§ Problem details
Every entry below, from first to last, should be copied exactly.

(Stored data entries)

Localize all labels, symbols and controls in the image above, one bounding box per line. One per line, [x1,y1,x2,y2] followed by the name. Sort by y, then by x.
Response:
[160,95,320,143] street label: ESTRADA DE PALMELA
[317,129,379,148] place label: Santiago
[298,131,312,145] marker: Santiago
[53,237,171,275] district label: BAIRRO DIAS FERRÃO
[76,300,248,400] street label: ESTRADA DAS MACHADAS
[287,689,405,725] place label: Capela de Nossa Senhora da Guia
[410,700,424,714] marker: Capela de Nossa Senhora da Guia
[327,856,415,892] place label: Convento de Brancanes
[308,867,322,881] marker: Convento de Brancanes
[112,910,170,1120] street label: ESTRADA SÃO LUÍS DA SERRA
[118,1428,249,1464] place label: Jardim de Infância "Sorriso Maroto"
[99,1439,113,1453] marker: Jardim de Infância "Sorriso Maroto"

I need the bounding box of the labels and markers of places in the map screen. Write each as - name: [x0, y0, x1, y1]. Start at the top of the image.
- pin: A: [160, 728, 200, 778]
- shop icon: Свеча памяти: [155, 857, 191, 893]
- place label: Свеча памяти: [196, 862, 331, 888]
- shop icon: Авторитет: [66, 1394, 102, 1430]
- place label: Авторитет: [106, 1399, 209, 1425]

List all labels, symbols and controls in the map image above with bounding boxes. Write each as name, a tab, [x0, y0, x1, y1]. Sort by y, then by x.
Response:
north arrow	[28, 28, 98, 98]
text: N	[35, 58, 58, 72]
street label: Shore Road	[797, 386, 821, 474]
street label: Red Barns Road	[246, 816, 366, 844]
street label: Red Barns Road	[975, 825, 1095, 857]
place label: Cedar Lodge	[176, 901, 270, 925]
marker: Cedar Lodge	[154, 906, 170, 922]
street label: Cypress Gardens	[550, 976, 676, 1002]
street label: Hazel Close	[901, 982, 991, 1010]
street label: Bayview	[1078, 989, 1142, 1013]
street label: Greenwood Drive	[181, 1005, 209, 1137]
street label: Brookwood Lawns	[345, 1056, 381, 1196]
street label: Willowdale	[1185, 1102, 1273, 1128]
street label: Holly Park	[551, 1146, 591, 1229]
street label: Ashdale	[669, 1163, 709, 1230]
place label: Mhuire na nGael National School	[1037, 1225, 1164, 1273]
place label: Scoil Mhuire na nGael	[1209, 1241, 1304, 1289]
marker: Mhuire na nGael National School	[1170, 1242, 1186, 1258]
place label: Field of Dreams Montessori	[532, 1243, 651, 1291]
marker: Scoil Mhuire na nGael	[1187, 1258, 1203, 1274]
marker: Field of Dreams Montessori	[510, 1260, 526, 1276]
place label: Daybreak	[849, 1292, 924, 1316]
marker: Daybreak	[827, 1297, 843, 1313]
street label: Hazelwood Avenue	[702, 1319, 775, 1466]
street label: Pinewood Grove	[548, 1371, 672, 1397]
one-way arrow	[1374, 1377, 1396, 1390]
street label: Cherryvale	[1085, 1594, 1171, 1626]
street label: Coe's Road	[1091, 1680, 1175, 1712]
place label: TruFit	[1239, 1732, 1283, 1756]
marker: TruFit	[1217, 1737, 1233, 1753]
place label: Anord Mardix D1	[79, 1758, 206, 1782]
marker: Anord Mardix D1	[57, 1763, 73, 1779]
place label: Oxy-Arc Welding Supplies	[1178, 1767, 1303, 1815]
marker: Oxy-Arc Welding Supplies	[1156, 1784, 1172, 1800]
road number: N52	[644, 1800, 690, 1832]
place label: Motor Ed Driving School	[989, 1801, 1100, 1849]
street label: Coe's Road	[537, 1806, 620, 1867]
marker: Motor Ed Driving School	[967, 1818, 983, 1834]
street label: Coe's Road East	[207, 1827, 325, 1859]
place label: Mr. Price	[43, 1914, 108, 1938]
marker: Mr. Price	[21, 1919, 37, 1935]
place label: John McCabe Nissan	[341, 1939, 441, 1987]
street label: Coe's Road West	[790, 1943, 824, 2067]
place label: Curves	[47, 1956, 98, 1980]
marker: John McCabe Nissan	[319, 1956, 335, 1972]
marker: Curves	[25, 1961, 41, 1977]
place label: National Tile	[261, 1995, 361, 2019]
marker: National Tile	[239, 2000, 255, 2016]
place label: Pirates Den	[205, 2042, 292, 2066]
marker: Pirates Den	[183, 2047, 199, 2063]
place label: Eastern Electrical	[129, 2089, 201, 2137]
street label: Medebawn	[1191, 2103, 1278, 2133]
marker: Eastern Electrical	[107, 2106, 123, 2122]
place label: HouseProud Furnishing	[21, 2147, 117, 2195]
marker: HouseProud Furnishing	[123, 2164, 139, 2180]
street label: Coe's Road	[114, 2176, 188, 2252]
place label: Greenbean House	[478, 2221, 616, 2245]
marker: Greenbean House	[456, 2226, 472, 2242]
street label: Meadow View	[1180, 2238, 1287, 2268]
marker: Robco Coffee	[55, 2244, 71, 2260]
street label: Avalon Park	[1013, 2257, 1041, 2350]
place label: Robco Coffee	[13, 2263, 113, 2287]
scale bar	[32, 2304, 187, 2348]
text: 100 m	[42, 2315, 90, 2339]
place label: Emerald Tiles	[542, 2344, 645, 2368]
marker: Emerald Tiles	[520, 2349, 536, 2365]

§ Exercise result
Localize all labels, symbols and controls in the image above, one bounding box per line. One per line, [x1,y1,x2,y2] followed by the name. Sort by y, then by x.
Response:
[160,95,320,143] street label: ESTRADA DE PALMELA
[317,129,379,148] place label: Santiago
[298,131,312,145] marker: Santiago
[53,237,171,275] district label: BAIRRO DIAS FERRÃO
[76,300,248,400] street label: ESTRADA DAS MACHADAS
[287,689,405,725] place label: Capela de Nossa Senhora da Guia
[410,700,424,714] marker: Capela de Nossa Senhora da Guia
[327,856,415,892] place label: Convento de Brancanes
[308,867,322,881] marker: Convento de Brancanes
[112,910,170,1120] street label: ESTRADA SÃO LUÍS DA SERRA
[118,1428,249,1464] place label: Jardim de Infância "Sorriso Maroto"
[99,1439,113,1453] marker: Jardim de Infância "Sorriso Maroto"

I need the bounding box of the labels and markers of places in the map screen. Write each as - name: [x0, y0, x1, y1]. Start at the top of the image.
- pin: A: [160, 728, 200, 778]
- shop icon: Свеча памяти: [155, 857, 191, 893]
- place label: Свеча памяти: [196, 862, 331, 888]
- shop icon: Авторитет: [66, 1394, 102, 1430]
- place label: Авторитет: [106, 1399, 209, 1425]

List all labels, symbols and controls in the map image above with bounding boxes. Write each as name, a tab, [x0, y0, x1, y1]. Sort by y, then by x.
Response:
north arrow	[28, 28, 98, 98]
text: N	[35, 58, 58, 72]
street label: Shore Road	[797, 386, 821, 474]
street label: Red Barns Road	[246, 816, 366, 844]
street label: Red Barns Road	[975, 825, 1095, 857]
place label: Cedar Lodge	[176, 901, 270, 925]
marker: Cedar Lodge	[154, 906, 170, 922]
street label: Cypress Gardens	[550, 976, 676, 1002]
street label: Hazel Close	[901, 982, 991, 1010]
street label: Bayview	[1078, 989, 1142, 1013]
street label: Greenwood Drive	[181, 1005, 209, 1137]
street label: Brookwood Lawns	[345, 1056, 381, 1196]
street label: Willowdale	[1185, 1102, 1273, 1128]
street label: Holly Park	[551, 1146, 591, 1229]
street label: Ashdale	[669, 1163, 709, 1230]
place label: Mhuire na nGael National School	[1037, 1225, 1164, 1273]
place label: Scoil Mhuire na nGael	[1209, 1241, 1304, 1289]
marker: Mhuire na nGael National School	[1170, 1242, 1186, 1258]
place label: Field of Dreams Montessori	[532, 1243, 651, 1291]
marker: Scoil Mhuire na nGael	[1187, 1258, 1203, 1274]
marker: Field of Dreams Montessori	[510, 1260, 526, 1276]
place label: Daybreak	[849, 1292, 924, 1316]
marker: Daybreak	[827, 1297, 843, 1313]
street label: Hazelwood Avenue	[702, 1319, 775, 1466]
street label: Pinewood Grove	[548, 1371, 672, 1397]
one-way arrow	[1374, 1377, 1396, 1390]
street label: Cherryvale	[1085, 1594, 1171, 1626]
street label: Coe's Road	[1091, 1680, 1175, 1712]
place label: TruFit	[1239, 1732, 1283, 1756]
marker: TruFit	[1217, 1737, 1233, 1753]
place label: Anord Mardix D1	[79, 1758, 206, 1782]
marker: Anord Mardix D1	[57, 1763, 73, 1779]
place label: Oxy-Arc Welding Supplies	[1178, 1767, 1303, 1815]
marker: Oxy-Arc Welding Supplies	[1156, 1784, 1172, 1800]
road number: N52	[644, 1800, 690, 1832]
place label: Motor Ed Driving School	[989, 1801, 1100, 1849]
street label: Coe's Road	[537, 1806, 620, 1867]
marker: Motor Ed Driving School	[967, 1818, 983, 1834]
street label: Coe's Road East	[207, 1827, 325, 1859]
place label: Mr. Price	[43, 1914, 108, 1938]
marker: Mr. Price	[21, 1919, 37, 1935]
place label: John McCabe Nissan	[341, 1939, 441, 1987]
street label: Coe's Road West	[790, 1943, 824, 2067]
place label: Curves	[47, 1956, 98, 1980]
marker: John McCabe Nissan	[319, 1956, 335, 1972]
marker: Curves	[25, 1961, 41, 1977]
place label: National Tile	[261, 1995, 361, 2019]
marker: National Tile	[239, 2000, 255, 2016]
place label: Pirates Den	[205, 2042, 292, 2066]
marker: Pirates Den	[183, 2047, 199, 2063]
place label: Eastern Electrical	[129, 2089, 201, 2137]
street label: Medebawn	[1191, 2103, 1278, 2133]
marker: Eastern Electrical	[107, 2106, 123, 2122]
place label: HouseProud Furnishing	[21, 2147, 117, 2195]
marker: HouseProud Furnishing	[123, 2164, 139, 2180]
street label: Coe's Road	[114, 2176, 188, 2252]
place label: Greenbean House	[478, 2221, 616, 2245]
marker: Greenbean House	[456, 2226, 472, 2242]
street label: Meadow View	[1180, 2238, 1287, 2268]
marker: Robco Coffee	[55, 2244, 71, 2260]
street label: Avalon Park	[1013, 2257, 1041, 2350]
place label: Robco Coffee	[13, 2263, 113, 2287]
scale bar	[32, 2304, 187, 2348]
text: 100 m	[42, 2315, 90, 2339]
place label: Emerald Tiles	[542, 2344, 645, 2368]
marker: Emerald Tiles	[520, 2349, 536, 2365]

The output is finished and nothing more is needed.